╔══
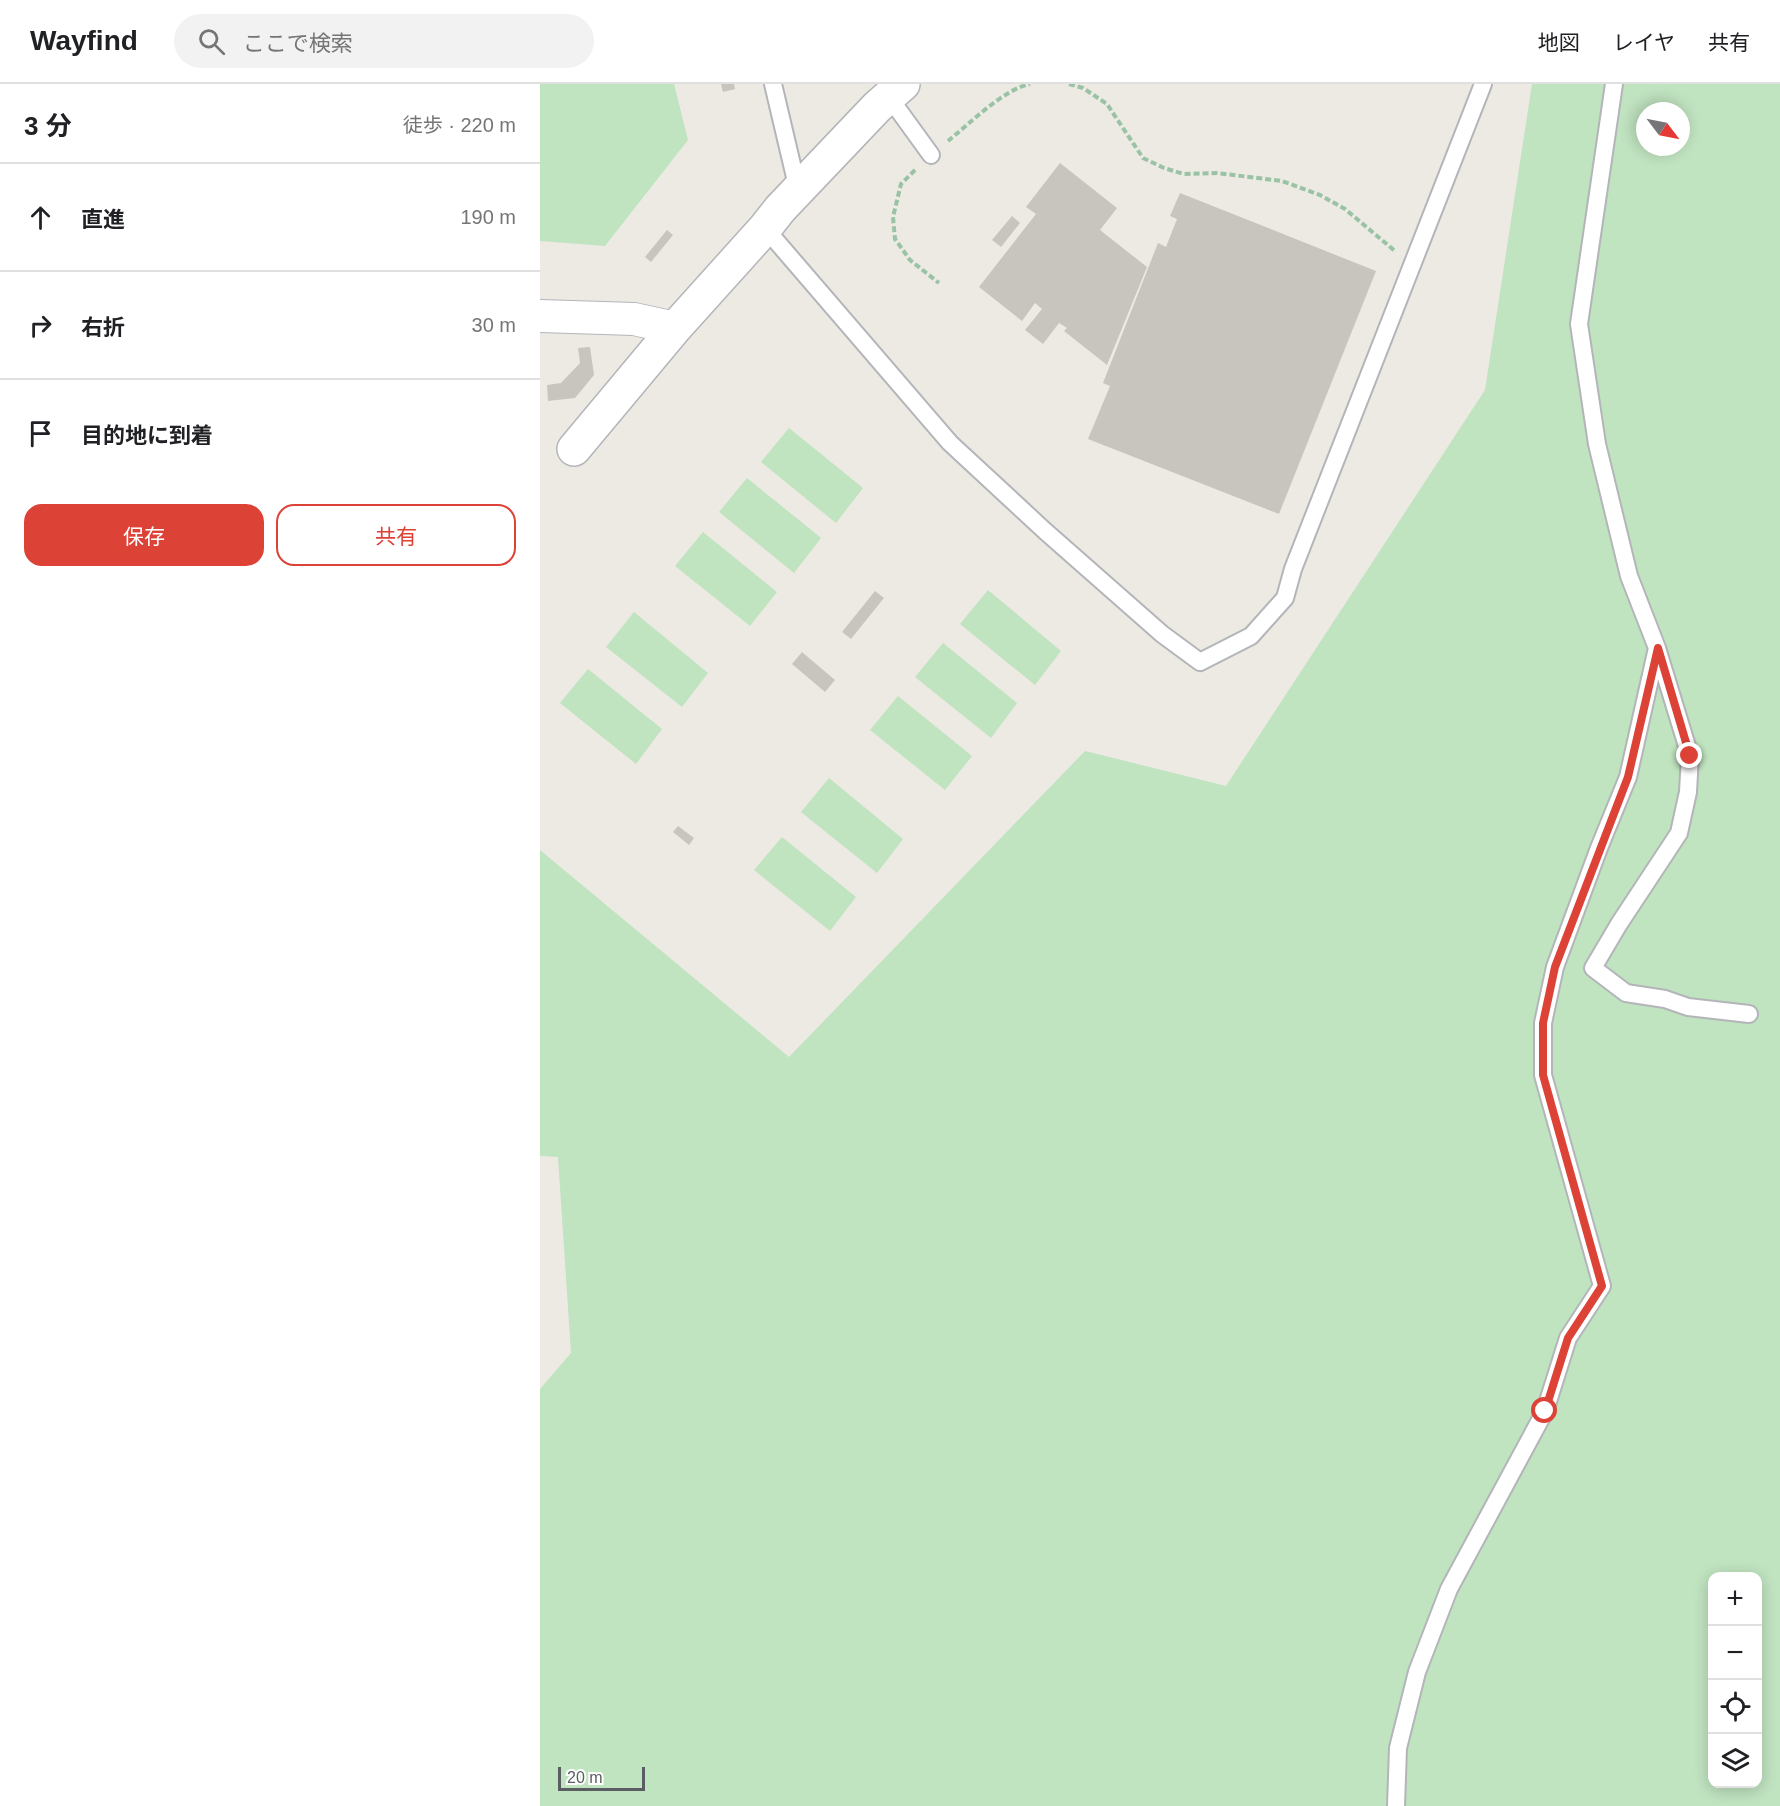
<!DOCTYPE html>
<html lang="ja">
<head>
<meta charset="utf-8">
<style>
  :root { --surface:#fff; --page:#f2f2f2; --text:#202124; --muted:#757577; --line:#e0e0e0; --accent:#dd4237 }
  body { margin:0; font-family:Helvetica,"Noto Sans JP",sans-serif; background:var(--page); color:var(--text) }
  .controls { position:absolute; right:18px; bottom:18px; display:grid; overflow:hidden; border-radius:12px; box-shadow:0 3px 15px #0003 }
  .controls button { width:54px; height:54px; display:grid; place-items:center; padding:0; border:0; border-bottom:2px solid var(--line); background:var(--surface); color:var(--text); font:30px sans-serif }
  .compass { position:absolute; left:1096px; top:18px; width:54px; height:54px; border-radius:50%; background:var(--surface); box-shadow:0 3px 15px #0003; rotate:122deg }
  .scale { position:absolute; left:18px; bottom:15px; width:87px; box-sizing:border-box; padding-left:6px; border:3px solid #5a5e62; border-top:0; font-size:16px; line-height:21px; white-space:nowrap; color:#5a5e62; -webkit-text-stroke:4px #fff; paint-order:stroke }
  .stop { position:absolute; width:18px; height:18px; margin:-14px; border:4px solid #dd4237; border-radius:50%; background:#fff }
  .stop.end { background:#dd4237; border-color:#fff; box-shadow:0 2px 6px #0008 }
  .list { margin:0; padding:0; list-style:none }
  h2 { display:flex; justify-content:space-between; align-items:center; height:78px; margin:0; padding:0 24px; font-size:26px }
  h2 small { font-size:20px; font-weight:400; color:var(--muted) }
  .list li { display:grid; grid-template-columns:39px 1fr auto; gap:18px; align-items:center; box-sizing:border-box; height:108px; padding:0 24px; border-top:2px solid var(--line) }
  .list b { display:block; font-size:22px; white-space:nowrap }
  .list em { font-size:20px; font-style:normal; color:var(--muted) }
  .actions { display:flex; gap:12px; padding:18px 24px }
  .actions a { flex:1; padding:14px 0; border:2px solid var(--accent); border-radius:18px; text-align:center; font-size:21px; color:var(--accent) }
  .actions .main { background:var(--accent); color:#fff }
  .icon { flex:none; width:33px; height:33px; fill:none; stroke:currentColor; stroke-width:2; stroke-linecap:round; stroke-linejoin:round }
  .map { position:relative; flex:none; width:1240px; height:1722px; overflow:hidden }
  header { display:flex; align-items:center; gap:36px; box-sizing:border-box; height:84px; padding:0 30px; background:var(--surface); border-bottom:2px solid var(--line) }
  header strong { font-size:28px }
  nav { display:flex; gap:33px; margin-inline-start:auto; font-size:21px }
  .search { width:420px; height:54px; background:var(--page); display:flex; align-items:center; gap:15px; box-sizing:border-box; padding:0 21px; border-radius:33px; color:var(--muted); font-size:22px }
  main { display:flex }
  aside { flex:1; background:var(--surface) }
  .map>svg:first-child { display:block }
  .green { fill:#c0e3c0; fill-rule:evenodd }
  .building { fill:#c8c5bf }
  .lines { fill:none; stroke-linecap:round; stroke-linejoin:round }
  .service-casing { stroke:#b3b5b9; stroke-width:20 }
  .minor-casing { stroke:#b3b5b9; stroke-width:34 }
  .tertiary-casing { stroke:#b3b5b9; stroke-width:36 }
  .path { stroke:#9ac3a5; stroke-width:4; stroke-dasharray:6 3; stroke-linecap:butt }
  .service { stroke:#fff; stroke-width:16 }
  .minor { stroke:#fff; stroke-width:32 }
  .tertiary { stroke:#fff; stroke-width:33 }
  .route { stroke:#dd4237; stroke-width:8 }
</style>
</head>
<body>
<header>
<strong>Wayfind</strong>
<div class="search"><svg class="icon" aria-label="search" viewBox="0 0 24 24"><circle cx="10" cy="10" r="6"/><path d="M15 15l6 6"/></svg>ここで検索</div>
<nav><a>地図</a><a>レイヤ</a><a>共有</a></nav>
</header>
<main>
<aside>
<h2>3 分<small>徒歩 · 220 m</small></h2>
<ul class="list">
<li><svg class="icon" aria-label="ahead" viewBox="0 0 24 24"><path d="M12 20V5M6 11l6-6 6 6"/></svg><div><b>直進</b></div><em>190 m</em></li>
<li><svg class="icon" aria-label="right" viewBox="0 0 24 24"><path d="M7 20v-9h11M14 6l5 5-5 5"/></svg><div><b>右折</b></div><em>30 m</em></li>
<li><svg class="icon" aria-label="arrive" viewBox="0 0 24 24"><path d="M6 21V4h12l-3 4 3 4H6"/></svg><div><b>目的地に到着</b></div></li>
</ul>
<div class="actions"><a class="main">保存</a><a>共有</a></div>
</aside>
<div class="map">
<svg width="1240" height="1722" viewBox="0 0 1240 1722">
  <rect width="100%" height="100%" fill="#eceae2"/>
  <!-- green -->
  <path class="green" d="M0,0H134L148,56L65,162L0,157Z
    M992,0H1240V1722H0V1305L31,1269L18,1073L0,1072V766L249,973L545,667L686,702L945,306ZM1105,27H1141V63H1105ZM1172,1492H1218V1700H1172Z
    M249,344L323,404L296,439L221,378Z
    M207,394L281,454L254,489L179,428Z
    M163,448L237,508L210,542L135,482Z
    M448,506L521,567L495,601L420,540Z
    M94,528L168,589L142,623L66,563Z
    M403,559L477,619L451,654L375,593Z
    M48,585L122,645L96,680L20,619Z
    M358,612L432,672L405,706L330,646Z
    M289,694L363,755L337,789L261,728Z
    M242,753L316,813L290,847L214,786Z"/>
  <!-- building -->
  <path class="building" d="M181,0H194L195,5L183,8Z
    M520,79L577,124L560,146L607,183L567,281L524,247L527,244L519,239L503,260L485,246L502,225L495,219L482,237L439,203L496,130L486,123Z
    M640,109L836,187L739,430L548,355L570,302L563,299L618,159L626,163L637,135L630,132Z
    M472,132L480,139L461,163L452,156Z
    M127,146L133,151L111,178L105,173Z
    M50,263L54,291L35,314L8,317L7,301L21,299L40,279L38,264Z
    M335,507L344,514L311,555L302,548Z
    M262,568L295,596L285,608L252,580Z
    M138,742L154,754L149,761L133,748Z"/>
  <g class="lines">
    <!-- service casing -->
    <g class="service-casing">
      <path id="service" d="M233,0L258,106
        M1074,0L1039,240L1057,360L1089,492L1117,564L1150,672L1148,708L1139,749L1079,840L1053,884L1086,909L1125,915L1148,923L1209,930
        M349,13L391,71
        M225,144L410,359L505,447L622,550L660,578L711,552L745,514L753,485L943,0
        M856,1722L858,1664L877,1588L909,1505L1005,1327L1028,1254L1062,1202L1003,991V939L1015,883L1059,764L1088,693L1117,564"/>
    </g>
    <!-- minor casing -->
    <g class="minor-casing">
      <path id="minor" d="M0,232L94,235L135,244"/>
    </g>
    <!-- tertiary casing -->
    <g class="tertiary-casing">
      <path id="tertiary" d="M34,365L135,244L225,144L240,125L337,23L363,0"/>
    </g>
    <!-- path -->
    <path class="path" d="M529,0L543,4L567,20L603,74L624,84L644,90L677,89L742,97L780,111L805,125L855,167
      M408,57C429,40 464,5 490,0
      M375,86L361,100L353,133L355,155L370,176L399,199"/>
    <!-- service -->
    <use href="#service" class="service"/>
    <!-- minor -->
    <use href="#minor" class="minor"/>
    <!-- tertiary -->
    <use href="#tertiary" class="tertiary"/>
  </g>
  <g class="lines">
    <!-- route -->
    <path class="route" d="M1005,1327L1028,1254L1062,1202L1003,991V939L1015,883L1088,693L1118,564L1150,672"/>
  </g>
</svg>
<div class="controls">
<button>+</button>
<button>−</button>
<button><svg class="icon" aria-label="locate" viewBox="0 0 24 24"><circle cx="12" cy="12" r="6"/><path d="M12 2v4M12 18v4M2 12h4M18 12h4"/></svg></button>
<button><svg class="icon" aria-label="layers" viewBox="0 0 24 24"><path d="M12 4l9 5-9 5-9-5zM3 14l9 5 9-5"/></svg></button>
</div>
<svg class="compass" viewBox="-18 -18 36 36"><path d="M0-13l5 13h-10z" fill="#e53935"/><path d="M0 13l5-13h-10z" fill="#757577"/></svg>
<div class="scale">20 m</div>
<div class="stop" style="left:1005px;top:1327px"></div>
<div class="stop end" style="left:1150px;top:672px"></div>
</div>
</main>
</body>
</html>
╚══
• _Work order_: Copy exactly, and only, the lines from the first line of the material through the line that contains "position:absolute; right:18px; bottom:18px;", both ends kept; no pictures.

• _Written answer_:
<!DOCTYPE html>
<html lang="ja">
<head>
<meta charset="utf-8">
<style>
  :root { --surface:#fff; --page:#f2f2f2; --text:#202124; --muted:#757577; --line:#e0e0e0; --accent:#dd4237 }
  body { margin:0; font-family:Helvetica,"Noto Sans JP",sans-serif; background:var(--page); color:var(--text) }
  .controls { position:absolute; right:18px; bottom:18px; display:grid; overflow:hidden; border-radius:12px; box-shadow:0 3px 15px #0003 }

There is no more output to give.